** Input data follows **

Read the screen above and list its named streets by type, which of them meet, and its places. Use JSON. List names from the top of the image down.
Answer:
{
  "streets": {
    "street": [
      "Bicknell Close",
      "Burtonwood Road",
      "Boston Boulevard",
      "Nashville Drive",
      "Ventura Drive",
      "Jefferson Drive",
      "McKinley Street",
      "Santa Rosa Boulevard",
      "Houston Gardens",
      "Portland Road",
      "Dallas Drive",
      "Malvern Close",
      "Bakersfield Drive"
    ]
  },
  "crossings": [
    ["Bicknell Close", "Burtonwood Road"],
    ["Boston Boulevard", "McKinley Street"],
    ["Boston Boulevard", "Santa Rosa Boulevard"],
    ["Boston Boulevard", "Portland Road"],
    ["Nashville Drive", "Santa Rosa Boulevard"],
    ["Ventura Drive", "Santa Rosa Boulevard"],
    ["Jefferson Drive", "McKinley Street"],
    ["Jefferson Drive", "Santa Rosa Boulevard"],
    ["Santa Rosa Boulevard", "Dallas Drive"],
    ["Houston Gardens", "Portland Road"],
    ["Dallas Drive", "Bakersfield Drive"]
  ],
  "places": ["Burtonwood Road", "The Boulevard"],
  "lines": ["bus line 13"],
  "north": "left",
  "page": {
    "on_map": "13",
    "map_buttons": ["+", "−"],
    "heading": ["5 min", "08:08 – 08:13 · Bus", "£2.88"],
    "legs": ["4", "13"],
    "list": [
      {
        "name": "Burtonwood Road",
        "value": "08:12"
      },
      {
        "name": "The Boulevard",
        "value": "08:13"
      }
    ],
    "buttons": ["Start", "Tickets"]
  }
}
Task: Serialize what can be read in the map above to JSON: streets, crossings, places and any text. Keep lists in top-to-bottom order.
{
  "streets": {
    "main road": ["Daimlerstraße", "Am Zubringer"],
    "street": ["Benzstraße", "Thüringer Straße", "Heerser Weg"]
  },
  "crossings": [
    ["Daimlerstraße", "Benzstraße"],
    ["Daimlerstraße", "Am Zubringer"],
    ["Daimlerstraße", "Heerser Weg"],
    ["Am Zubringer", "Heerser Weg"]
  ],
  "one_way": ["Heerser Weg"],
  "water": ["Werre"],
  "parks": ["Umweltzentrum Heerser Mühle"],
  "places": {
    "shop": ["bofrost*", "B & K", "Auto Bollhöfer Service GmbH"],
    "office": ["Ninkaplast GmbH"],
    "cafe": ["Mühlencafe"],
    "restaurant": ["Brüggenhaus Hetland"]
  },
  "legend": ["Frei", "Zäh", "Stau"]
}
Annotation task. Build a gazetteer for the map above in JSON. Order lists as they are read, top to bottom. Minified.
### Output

** End of Input data **

Task requirements -
Exact copies of all the entries above are required.

Solved exercise -
Read the screen above and list its named streets by type, which of them meet, and its places. Use JSON. List names from the top of the image down.
Answer:
{
  "streets": {
    "street": [
      "Bicknell Close",
      "Burtonwood Road",
      "Boston Boulevard",
      "Nashville Drive",
      "Ventura Drive",
      "Jefferson Drive",
      "McKinley Street",
      "Santa Rosa Boulevard",
      "Houston Gardens",
      "Portland Road",
      "Dallas Drive",
      "Malvern Close",
      "Bakersfield Drive"
    ]
  },
  "crossings": [
    ["Bicknell Close", "Burtonwood Road"],
    ["Boston Boulevard", "McKinley Street"],
    ["Boston Boulevard", "Santa Rosa Boulevard"],
    ["Boston Boulevard", "Portland Road"],
    ["Nashville Drive", "Santa Rosa Boulevard"],
    ["Ventura Drive", "Santa Rosa Boulevard"],
    ["Jefferson Drive", "McKinley Street"],
    ["Jefferson Drive", "Santa Rosa Boulevard"],
    ["Santa Rosa Boulevard", "Dallas Drive"],
    ["Houston Gardens", "Portland Road"],
    ["Dallas Drive", "Bakersfield Drive"]
  ],
  "places": ["Burtonwood Road", "The Boulevard"],
  "lines": ["bus line 13"],
  "north": "left",
  "page": {
    "on_map": "13",
    "map_buttons": ["+", "−"],
    "heading": ["5 min", "08:08 – 08:13 · Bus", "£2.88"],
    "legs": ["4", "13"],
    "list": [
      {
        "name": "Burtonwood Road",
        "value": "08:12"
      },
      {
        "name": "The Boulevard",
        "value": "08:13"
      }
    ],
    "buttons": ["Start", "Tickets"]
  }
}
Task: Serialize what can be read in the map above to JSON: streets, crossings, places and any text. Keep lists in top-to-bottom order.
{
  "streets": {
    "main road": ["Daimlerstraße", "Am Zubringer"],
    "street": ["Benzstraße", "Thüringer Straße", "Heerser Weg"]
  },
  "crossings": [
    ["Daimlerstraße", "Benzstraße"],
    ["Daimlerstraße", "Am Zubringer"],
    ["Daimlerstraße", "Heerser Weg"],
    ["Am Zubringer", "Heerser Weg"]
  ],
  "one_way": ["Heerser Weg"],
  "water": ["Werre"],
  "parks": ["Umweltzentrum Heerser Mühle"],
  "places": {
    "shop": ["bofrost*", "B & K", "Auto Bollhöfer Service GmbH"],
    "office": ["Ninkaplast GmbH"],
    "cafe": ["Mühlencafe"],
    "restaurant": ["Brüggenhaus Hetland"]
  },
  "legend": ["Frei", "Zäh", "Stau"]
}
Annotation task. Build a gazetteer for the map above in JSON. Order lists as they are read, top to bottom. Minified.
### Output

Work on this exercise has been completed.